Gates called for a "process driven by analysis" when conducting the review, which he said could use war-fighting scenarios used in the 2010 QDR.
The QDR included a requirement for two simultaneous major wars, but added that all U.S. forces must be prepared for a much wider set of threats and missions.
"It will start, probably, with the QDR and in the terms of the scenarios, and then try to translate that into what are the programmatic implications as you begin to reduce the mission sets," Gates said.
But he added that the review "won't be a mini-QDR."
Last week, President Obama called for a review of missions and capabilities in an attempt to cut $400 billion in national security spending by 2023. Gates said that the Pentagon has not been informed what portion of that will come specifically from the defense budget, although he called the $400 billion figure a target.

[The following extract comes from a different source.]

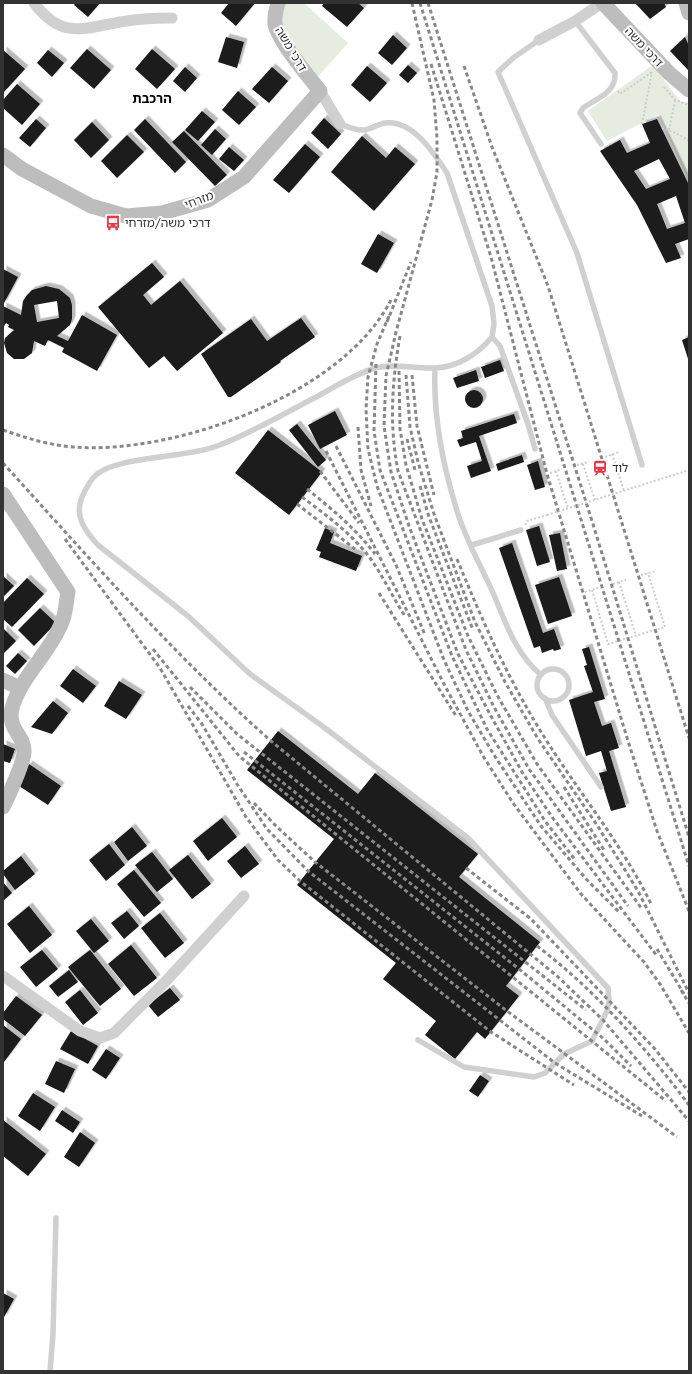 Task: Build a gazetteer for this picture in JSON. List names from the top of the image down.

Gates has had one meeting on the subject to discuss how to structure the review.
"The worst of all possible worlds, in my view, is to give the entire Department of Defense a haircut, it basically says: 'Everybody is going to cut X percent,' " he said. "That's the way we got the hollow military in the 1970s and in the 1990s."
Despite the pending budget cuts, he said, the Pentagon must continue to spend on several big weapon programs, specifically noting the U.S. Air Force's KC-46A tanker and replacements for warships that will reach the end of their usable lives in the next 12 years.
"The question of how many is one of the questions that has to be answered," he said. "All elements of the [nuclear] triad need to be modernized. You may have to make some choices there.
"I want to frame this so it's not a math exercise, but so people understand the strategic and national security consequences of the decisions that they're making," he said.